Should ethics committees be concerned with the ratio of medical students who specialize and those who don’t?

It is one thing for “ethics committees” to construct guidelines concerning what is permissible or not permissible in healthcare, but one of the most critical issues in healthcare is accessibility to service. Several years ago, a medical expert commented on why he thought universal healthcare works well in France. He said that it is because 70% of French doctors are General Practitioners and only 30% are specialists. In America it is the opposite. In other words, healthcare is only as good as its accessibility to preventative care rather than acute care. In addition, healthcare is even less accessible in many rural areas such as Appalachia. Should ethics committees be concerned with the ratio of medical students who specialize and those who don’t?
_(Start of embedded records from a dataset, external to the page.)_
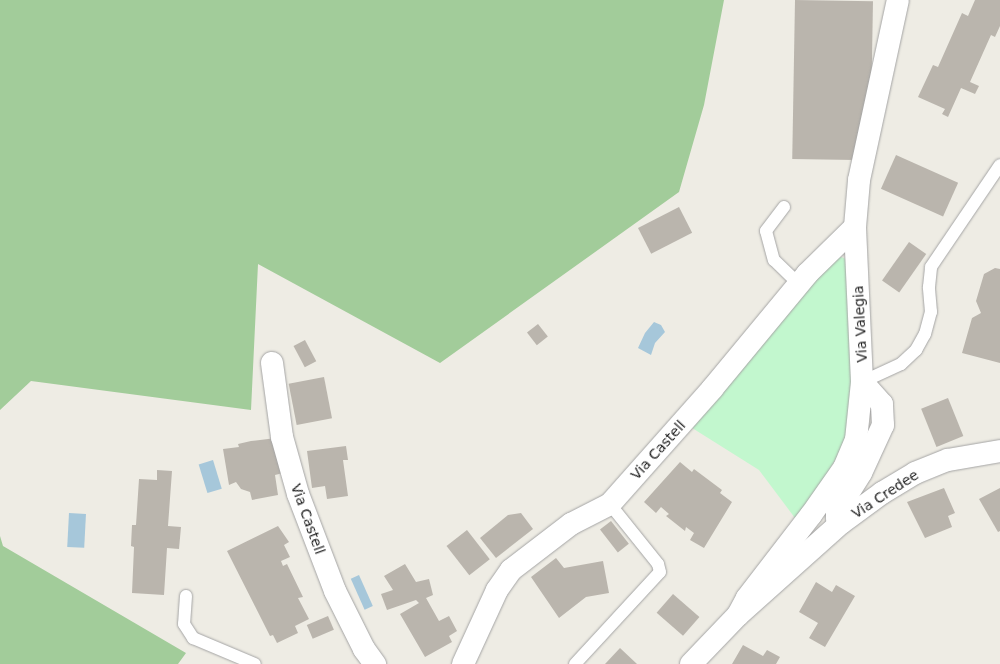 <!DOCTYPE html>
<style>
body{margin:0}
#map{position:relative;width:1000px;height:664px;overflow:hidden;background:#eeece4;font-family:"DejaVu Sans",sans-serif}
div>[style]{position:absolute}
.forest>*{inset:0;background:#a2cc9a}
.park>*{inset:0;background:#c2f7ce}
.water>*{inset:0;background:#a6c7da;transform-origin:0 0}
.building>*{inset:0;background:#bab5ad;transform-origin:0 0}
.roads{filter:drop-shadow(0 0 1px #a4a4a4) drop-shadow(0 0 1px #a4a4a4)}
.service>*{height:12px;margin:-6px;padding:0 6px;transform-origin:6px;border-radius:6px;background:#fff}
.minor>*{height:22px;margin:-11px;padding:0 11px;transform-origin:11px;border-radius:11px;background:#fff}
span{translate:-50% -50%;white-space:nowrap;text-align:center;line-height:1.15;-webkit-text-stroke:3px #fff;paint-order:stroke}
.street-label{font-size:14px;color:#1d1d1d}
</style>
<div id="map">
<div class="forest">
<i style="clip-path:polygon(0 0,724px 0,704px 105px,679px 192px,440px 363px,258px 264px,251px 410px,31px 381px,0 410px)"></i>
<i style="clip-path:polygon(0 536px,3px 546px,186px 653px,178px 664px,0 664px)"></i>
</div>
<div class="park">
<i style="clip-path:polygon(834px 254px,853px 262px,855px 358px,849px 437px,798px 522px,759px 470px,689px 426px)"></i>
</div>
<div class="water">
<i style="clip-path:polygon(654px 322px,661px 325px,665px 332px,655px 343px,651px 355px,638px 348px,645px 333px)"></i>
<i style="left:213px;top:460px;width:30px;height:15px;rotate:73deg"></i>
<i style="left:69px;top:513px;width:17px;height:34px;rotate:3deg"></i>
<i style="left:359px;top:575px;width:34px;height:9px;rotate:66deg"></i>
</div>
<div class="building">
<i style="left:795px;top:0;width:78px;height:159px;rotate:1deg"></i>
<i style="clip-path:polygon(975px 0,1000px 0,1000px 26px,995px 37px,991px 35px,970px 82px,979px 86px,975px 94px,961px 88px,948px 117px,942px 114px,945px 109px,918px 97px,933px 65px,938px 67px,962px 13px,968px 16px)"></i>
<i style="left:896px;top:155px;width:68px;height:37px;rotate:24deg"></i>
<i style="left:679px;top:207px;width:29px;height:46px;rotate:63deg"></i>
<i style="left:909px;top:242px;width:21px;height:47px;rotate:35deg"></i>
<i style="clip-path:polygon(995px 268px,1000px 269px,1000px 363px,962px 353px,972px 318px,981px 313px,976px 301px,984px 274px)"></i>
<i style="left:538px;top:324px;width:16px;height:14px;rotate:52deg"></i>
<i style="left:305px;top:340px;width:24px;height:13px;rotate:62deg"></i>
<i style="left:324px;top:377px;width:42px;height:36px;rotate:79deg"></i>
<i style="left:948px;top:398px;width:41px;height:29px;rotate:68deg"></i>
<i style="clip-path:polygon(276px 438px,283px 473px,275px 475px,278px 495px,252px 500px,250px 492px,241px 489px,236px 482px,229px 485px,223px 449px,239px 447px,238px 444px,251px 441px)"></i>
<i style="clip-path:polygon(346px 446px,348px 460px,343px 460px,348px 496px,327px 499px,325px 486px,312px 488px,307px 451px)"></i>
<i style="clip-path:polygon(680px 462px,692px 472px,694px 469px,722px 490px,720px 493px,732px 502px,704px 548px,690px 540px,694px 533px,686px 527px,685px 531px,666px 516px,669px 514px,661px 507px,656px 513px,644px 502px)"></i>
<i style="clip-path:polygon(157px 470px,172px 471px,168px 526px,181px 527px,179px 549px,167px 548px,164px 595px,132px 593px,134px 547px,131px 546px,132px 525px,136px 525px,139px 479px,157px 480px)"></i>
<i style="clip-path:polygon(944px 488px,955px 513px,948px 516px,952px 527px,925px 538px,907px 502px)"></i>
<i style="clip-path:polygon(1000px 488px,1000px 531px,998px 532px,979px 499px)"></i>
<i style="clip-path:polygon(521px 513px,533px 529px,496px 558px,480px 538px,508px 515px)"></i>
<i style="left:611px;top:521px;width:29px;height:14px;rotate:52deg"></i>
<i style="clip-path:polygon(278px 526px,289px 542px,284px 545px,290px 557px,281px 561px,283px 566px,287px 564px,303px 597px,298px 598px,309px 619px,295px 626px,298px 633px,277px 643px,273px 635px,270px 636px,227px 551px)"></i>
<i style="left:467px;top:530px;width:37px;height:26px;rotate:52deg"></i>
<i style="clip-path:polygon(556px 558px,564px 568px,603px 561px,609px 593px,586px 597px,559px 618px,531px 577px)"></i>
<i style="clip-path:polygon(405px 564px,416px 582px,429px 579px,433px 595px,426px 598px,439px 621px,449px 616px,457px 631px,449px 636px,452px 642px,425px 657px,400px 614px,419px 603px,416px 600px,387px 610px,381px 594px,393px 590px,384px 576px)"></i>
<i style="clip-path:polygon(816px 582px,832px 592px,836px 585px,855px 596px,825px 647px,809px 638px,818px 623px,799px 612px)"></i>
<i style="left:673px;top:594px;width:35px;height:25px;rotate:41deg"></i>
<i style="left:328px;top:616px;width:15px;height:23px;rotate:67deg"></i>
<i style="clip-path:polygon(743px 645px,763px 656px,767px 650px,780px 657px,776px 664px,732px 664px)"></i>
<i style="clip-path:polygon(620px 648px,637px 664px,605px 664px)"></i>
</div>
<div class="roads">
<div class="service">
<i style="left:784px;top:207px;width:30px;rotate:127deg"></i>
<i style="left:766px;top:231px;width:30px;rotate:75deg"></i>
<i style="left:774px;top:260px;width:35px;rotate:44deg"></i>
<i style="left:862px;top:382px;width:43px;rotate:-24.8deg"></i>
<i style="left:901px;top:364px;width:21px;rotate:-43deg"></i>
<i style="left:916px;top:350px;width:18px;rotate:-61deg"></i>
<i style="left:925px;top:334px;width:23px;rotate:-75deg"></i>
<i style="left:931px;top:312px;width:25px;rotate:-95deg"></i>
<i style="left:929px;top:287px;width:20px;rotate:-84deg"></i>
<i style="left:931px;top:267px;width:123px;rotate:-55.9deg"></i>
<i style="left:186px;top:596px;width:28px;rotate:94deg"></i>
<i style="left:184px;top:624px;width:17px;rotate:57deg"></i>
<i style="left:193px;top:638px;width:67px;rotate:22.8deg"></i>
<i style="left:575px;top:664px;width:125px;rotate:-47.3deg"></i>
<i style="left:660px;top:572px;width:8px;rotate:-104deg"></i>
<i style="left:658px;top:564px;width:77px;rotate:-128.7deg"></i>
</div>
<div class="minor">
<i style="left:272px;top:363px;width:75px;rotate:82.3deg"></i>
<i style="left:282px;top:437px;width:59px;rotate:74.3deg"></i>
<i style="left:298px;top:494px;width:104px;rotate:69.1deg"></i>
<i style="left:335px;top:591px;width:65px;rotate:63.4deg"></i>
<i style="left:364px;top:649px;width:19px;rotate:54deg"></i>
<i style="left:841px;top:523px;width:6px;rotate:-129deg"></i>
<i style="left:837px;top:518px;width:7px;rotate:-90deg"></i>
<i style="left:837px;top:511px;width:45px;rotate:-57.7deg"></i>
<i style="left:861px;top:473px;width:53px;rotate:-65.4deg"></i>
<i style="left:883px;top:425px;width:21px;rotate:-93deg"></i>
<i style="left:882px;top:404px;width:30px;rotate:-132deg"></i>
<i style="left:738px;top:615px;width:19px;rotate:-62deg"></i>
<i style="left:747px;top:598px;width:105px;rotate:-52.4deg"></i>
<i style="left:811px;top:515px;width:57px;rotate:-54.9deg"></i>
<i style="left:844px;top:468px;width:30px;rotate:-67deg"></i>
<i style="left:856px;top:440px;width:58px;rotate:-84.1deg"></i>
<i style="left:862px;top:382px;width:155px;rotate:-92.6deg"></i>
<i style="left:855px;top:227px;width:47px;rotate:-85.1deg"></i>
<i style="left:859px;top:180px;width:184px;rotate:-77.8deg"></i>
<i style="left:463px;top:664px;width:81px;rotate:-65.3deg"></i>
<i style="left:497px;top:590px;width:24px;rotate:-55deg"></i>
<i style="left:511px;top:570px;width:76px;rotate:-37.5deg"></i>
<i style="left:571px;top:524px;width:44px;rotate:-27.1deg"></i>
<i style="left:610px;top:504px;width:154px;rotate:-48.4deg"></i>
<i style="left:712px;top:389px;width:149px;rotate:-50.4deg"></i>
<i style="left:807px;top:274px;width:67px;rotate:-44.4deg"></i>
<i style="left:691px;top:664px;width:68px;rotate:-46.2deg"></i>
<i style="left:738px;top:615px;width:138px;rotate:-41.8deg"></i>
<i style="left:841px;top:523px;width:51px;rotate:-36.2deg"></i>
<i style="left:882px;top:493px;width:39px;rotate:-31deg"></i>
<i style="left:915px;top:473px;width:35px;rotate:-22deg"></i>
<i style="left:948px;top:460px;width:53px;rotate:-9.8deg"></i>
</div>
</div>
<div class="street-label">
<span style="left:860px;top:324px;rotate:-93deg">Via Valegia</span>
<span style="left:658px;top:450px;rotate:-48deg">Via Castell</span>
<span style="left:885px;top:494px;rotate:-33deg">Via Credee</span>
<span style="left:308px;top:519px;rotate:70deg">Via Castell</span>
</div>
</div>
Should ethics committees offer special financial assistance to those who will designate a number of years of service in remote areas? Should ethics committees have a representative from underserved areas and populations? For example, a recent national news story focused on a particular area of Oklahoma where a small hospital was recently closed. It was reported that it would take at least an hour for help to arrive in the form of medical service. More and more community hospitals have been closing throughout the nation. Not only preventive care but acute care has been compromised, particularly in rural areas. Use the texts to support your reflection on this. This response should be a minimum of 300 words in length (that’s usually about 1 page, double-spaced, 12 pt font; there is no maximum length) and cite at least one of the required readings.